Des espaces de représentation de la profession à la frontière entre dimensions politiques et dimensions marchandes
En effet, les communautés de FranceAgriTwittos comme celle des agri-youtubeurs affichent l’ambition non seulement de s’adresser au monde agricole mais également au grand public. X (ex-Twitter) ne semblait utilisé que par une toute petite minorité d’agriculteurs : dans la dernière étude Agrinautes (ADquation pour NGPA, 2024), seuls 9% des agriculteurs enquêtés disaient avoir un compte Twitter et 6% un compte dédié aux sujets agricoles.
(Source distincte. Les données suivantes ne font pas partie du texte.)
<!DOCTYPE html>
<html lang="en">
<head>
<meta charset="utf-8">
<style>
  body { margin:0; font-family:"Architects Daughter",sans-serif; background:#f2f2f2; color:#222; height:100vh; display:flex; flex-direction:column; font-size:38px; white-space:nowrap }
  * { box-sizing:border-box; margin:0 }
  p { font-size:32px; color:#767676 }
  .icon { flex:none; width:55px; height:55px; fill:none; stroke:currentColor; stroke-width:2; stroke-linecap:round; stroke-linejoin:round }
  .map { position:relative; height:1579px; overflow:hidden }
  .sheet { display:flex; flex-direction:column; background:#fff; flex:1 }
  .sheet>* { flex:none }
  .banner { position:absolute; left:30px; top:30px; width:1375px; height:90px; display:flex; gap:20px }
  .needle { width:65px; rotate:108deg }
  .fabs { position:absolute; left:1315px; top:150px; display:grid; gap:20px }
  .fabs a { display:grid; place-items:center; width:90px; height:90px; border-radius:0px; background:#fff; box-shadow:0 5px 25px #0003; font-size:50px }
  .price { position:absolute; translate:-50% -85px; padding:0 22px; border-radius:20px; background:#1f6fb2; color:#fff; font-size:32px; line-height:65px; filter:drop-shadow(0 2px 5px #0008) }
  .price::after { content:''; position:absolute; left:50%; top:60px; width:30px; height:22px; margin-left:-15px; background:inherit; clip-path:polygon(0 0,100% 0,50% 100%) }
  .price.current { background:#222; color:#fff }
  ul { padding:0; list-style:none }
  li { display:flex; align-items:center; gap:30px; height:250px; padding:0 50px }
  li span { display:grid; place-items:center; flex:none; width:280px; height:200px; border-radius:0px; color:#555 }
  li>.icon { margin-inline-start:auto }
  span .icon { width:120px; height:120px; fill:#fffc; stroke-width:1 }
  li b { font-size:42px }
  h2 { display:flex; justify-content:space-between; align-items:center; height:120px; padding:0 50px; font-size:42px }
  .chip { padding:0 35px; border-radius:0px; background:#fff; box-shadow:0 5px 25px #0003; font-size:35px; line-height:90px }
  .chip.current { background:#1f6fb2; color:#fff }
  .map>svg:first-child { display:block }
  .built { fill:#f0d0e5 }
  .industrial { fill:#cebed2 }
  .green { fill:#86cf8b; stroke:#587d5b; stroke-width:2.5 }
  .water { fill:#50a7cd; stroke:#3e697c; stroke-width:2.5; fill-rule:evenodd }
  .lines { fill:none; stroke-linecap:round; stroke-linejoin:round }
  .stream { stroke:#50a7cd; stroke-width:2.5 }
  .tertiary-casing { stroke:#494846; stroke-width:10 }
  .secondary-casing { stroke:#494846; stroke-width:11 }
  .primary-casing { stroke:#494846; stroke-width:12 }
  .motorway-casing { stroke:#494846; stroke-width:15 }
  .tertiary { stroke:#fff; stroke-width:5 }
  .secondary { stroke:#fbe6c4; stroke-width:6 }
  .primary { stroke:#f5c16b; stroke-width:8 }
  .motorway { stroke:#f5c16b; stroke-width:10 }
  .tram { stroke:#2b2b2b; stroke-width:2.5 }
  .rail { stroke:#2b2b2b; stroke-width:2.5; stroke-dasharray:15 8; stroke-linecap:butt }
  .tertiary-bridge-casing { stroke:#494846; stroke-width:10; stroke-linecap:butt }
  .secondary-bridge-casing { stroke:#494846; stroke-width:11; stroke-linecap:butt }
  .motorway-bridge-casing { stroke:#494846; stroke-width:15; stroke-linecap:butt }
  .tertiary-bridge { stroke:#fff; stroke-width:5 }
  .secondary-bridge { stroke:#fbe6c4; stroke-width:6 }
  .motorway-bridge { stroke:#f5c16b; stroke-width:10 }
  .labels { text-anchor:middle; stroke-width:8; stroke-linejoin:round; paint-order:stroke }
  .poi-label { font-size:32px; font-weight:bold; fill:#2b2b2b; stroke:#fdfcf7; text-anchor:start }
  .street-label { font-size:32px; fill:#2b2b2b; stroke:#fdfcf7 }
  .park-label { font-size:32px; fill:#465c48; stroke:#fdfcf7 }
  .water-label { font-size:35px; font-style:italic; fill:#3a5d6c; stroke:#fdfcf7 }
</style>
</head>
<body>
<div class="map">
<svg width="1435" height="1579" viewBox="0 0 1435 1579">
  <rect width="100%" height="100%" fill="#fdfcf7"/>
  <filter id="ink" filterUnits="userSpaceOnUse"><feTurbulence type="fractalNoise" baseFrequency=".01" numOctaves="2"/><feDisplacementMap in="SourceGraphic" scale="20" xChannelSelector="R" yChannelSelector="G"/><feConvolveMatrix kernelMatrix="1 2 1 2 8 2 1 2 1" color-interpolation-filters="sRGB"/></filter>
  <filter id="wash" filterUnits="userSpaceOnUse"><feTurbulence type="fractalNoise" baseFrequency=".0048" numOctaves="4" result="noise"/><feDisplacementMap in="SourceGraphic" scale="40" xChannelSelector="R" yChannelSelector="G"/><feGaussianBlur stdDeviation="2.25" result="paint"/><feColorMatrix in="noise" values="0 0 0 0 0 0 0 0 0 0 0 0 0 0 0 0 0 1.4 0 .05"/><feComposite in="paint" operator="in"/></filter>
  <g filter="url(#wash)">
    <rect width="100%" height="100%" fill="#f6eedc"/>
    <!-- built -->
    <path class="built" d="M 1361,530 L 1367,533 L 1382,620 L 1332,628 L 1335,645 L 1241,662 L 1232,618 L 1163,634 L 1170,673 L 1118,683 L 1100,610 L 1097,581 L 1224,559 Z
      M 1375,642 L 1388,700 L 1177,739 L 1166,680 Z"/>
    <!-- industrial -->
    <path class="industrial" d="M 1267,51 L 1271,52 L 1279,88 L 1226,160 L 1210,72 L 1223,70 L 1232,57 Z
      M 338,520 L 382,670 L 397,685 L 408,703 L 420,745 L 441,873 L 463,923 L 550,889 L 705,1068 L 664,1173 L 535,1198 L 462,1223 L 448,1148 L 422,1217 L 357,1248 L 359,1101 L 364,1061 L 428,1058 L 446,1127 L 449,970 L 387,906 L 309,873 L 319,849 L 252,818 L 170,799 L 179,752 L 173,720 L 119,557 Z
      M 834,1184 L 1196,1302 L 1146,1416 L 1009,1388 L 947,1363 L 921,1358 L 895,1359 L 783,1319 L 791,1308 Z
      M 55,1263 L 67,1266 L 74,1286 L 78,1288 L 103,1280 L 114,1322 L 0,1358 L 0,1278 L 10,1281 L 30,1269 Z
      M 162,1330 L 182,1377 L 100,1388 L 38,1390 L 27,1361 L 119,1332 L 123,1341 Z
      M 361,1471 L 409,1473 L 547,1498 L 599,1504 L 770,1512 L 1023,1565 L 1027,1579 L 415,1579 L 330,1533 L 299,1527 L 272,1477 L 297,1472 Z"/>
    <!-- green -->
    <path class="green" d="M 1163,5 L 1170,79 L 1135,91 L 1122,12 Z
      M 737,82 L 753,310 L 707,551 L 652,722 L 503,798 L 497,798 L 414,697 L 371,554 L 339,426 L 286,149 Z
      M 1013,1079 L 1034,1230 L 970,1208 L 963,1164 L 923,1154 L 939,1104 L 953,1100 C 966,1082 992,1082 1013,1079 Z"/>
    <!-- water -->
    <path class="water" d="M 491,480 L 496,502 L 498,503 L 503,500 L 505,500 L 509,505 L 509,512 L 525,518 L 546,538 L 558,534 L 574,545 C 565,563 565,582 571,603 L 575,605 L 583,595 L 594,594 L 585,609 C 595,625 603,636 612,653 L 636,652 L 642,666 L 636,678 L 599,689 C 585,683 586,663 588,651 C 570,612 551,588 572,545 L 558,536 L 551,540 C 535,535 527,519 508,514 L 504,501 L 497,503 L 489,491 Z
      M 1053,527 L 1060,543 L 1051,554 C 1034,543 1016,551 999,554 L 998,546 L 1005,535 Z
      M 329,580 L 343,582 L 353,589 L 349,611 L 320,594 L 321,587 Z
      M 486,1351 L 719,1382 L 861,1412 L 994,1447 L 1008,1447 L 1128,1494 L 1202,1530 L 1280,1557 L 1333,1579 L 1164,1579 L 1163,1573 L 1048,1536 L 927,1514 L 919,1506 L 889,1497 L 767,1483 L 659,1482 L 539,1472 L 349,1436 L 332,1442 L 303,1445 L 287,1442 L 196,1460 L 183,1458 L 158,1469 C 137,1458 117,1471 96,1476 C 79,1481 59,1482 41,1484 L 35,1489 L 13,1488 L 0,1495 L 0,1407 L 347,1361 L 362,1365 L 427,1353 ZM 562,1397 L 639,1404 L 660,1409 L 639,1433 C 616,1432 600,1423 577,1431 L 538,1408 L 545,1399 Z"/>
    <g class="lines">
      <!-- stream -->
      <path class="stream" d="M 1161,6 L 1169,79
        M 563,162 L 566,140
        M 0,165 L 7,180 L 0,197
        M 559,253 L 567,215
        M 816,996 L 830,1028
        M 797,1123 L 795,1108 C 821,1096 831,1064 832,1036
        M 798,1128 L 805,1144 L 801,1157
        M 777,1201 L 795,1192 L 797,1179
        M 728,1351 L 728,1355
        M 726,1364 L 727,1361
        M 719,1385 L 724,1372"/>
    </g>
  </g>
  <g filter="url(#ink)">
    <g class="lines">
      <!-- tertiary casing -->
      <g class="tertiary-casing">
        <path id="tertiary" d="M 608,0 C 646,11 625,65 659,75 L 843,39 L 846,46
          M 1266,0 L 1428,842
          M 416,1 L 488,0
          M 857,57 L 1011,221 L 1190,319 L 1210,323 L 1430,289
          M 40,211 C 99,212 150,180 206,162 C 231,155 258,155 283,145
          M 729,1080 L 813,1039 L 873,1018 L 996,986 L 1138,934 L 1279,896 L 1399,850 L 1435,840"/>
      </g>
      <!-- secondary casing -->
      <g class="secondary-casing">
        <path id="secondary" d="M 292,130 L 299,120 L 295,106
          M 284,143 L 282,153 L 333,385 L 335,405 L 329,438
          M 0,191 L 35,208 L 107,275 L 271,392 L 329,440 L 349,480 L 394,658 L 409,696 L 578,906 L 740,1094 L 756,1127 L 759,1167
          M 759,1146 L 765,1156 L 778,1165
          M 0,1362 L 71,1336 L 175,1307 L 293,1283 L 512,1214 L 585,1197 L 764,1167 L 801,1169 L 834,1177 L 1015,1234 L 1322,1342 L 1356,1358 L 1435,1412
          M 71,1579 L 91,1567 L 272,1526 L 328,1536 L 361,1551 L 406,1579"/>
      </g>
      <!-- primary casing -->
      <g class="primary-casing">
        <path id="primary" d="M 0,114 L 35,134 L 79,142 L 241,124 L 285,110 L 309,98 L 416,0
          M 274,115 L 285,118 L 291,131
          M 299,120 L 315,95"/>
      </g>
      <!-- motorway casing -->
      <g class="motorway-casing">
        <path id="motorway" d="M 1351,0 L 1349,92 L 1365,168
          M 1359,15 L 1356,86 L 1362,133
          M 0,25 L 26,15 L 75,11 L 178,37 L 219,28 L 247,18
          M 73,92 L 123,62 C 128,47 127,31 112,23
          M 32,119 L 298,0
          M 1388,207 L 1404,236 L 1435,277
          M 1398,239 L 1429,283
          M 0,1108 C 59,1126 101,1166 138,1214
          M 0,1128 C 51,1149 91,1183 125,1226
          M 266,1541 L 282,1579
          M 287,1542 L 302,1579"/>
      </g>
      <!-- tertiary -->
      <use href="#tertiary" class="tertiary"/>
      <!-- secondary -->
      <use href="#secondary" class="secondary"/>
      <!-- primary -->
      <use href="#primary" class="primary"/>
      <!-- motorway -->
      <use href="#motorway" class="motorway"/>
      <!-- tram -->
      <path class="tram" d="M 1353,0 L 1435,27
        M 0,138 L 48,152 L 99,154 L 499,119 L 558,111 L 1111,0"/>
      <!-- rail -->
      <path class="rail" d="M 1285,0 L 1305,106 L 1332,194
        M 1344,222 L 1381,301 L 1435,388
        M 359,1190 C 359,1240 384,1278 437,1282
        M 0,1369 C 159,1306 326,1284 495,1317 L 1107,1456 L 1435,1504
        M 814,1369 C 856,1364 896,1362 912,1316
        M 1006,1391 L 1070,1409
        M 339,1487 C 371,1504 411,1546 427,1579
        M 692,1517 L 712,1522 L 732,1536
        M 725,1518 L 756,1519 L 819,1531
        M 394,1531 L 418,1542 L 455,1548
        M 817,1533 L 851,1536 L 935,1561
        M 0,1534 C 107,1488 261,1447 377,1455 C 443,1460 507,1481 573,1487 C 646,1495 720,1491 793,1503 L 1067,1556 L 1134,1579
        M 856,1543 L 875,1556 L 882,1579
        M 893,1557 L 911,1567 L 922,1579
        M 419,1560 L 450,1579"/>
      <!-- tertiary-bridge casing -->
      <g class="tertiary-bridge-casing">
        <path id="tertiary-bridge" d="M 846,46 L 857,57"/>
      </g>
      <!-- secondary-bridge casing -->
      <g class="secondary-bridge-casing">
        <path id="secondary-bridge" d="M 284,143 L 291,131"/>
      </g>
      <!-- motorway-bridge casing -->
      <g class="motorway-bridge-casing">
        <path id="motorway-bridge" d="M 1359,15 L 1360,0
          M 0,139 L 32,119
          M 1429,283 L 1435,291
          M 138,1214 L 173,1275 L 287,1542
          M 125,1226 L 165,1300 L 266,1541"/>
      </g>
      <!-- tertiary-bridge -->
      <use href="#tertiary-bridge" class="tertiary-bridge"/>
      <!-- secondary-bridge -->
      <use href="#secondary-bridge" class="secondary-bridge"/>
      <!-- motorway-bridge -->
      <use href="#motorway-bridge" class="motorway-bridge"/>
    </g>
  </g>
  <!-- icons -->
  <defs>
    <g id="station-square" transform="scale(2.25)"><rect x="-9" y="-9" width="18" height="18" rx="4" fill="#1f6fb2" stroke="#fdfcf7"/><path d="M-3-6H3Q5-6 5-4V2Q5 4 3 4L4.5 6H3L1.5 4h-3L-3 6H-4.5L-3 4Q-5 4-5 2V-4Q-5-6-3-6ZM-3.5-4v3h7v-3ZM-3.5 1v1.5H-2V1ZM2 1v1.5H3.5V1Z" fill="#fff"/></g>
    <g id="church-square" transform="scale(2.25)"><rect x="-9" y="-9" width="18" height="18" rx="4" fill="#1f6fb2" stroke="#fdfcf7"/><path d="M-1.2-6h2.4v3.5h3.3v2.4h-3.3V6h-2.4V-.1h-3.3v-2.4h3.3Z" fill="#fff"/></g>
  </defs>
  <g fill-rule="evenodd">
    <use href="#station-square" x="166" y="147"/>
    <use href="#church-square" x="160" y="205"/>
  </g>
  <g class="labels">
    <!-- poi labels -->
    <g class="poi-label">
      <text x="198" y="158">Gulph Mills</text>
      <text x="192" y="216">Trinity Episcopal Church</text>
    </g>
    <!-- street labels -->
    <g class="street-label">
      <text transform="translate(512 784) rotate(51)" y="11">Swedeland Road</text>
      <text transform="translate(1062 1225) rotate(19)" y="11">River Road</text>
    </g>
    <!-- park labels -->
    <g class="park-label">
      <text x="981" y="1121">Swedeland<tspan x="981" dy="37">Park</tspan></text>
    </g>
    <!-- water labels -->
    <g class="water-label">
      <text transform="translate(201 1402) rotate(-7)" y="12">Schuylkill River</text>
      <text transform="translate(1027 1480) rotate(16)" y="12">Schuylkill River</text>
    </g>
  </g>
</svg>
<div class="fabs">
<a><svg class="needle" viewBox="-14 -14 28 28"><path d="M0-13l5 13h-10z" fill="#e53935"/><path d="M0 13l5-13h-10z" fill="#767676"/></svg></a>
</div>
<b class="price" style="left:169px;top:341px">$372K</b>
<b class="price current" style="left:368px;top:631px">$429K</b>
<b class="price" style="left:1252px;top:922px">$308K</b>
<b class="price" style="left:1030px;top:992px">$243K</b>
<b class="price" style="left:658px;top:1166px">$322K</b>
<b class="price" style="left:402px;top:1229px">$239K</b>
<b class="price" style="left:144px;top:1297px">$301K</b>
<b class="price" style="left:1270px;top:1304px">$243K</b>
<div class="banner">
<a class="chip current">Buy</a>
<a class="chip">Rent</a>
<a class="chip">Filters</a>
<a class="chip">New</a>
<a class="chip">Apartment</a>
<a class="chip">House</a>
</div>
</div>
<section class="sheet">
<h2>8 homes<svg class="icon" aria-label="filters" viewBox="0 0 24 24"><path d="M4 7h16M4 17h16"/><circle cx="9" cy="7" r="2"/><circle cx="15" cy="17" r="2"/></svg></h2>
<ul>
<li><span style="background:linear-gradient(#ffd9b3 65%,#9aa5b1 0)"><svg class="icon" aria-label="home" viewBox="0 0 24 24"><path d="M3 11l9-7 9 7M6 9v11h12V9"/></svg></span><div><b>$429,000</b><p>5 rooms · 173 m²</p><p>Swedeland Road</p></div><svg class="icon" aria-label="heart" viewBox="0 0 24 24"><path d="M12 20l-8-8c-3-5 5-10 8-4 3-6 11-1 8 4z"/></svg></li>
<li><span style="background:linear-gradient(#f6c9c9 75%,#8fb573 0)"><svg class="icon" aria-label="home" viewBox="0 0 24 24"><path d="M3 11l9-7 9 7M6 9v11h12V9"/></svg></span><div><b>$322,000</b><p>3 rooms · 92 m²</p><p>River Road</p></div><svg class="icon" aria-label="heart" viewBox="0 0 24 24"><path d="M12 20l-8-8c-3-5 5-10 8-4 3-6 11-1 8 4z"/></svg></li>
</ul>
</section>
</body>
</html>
Pour autant, ce média social constituait bien un espace permettant l’expression au-delà du monde agricole car il était connu pour être le média social privilégié des hommes politiques et journalistes (Chibois, 2014). YouTube constitue une plateforme bien plus démocratisée permettant de toucher le plus grand nombre. Ces pratiques d’auto-médiatisation peuvent être interprétées comme une forme de désintermédiation de la représentation professionnelle agricole (Thareau & Daniel, 2019), à travers laquelle un certain nombre d’agriculteurs décide de prendre la main sur la manière de faire exister leur profession au sein de la société.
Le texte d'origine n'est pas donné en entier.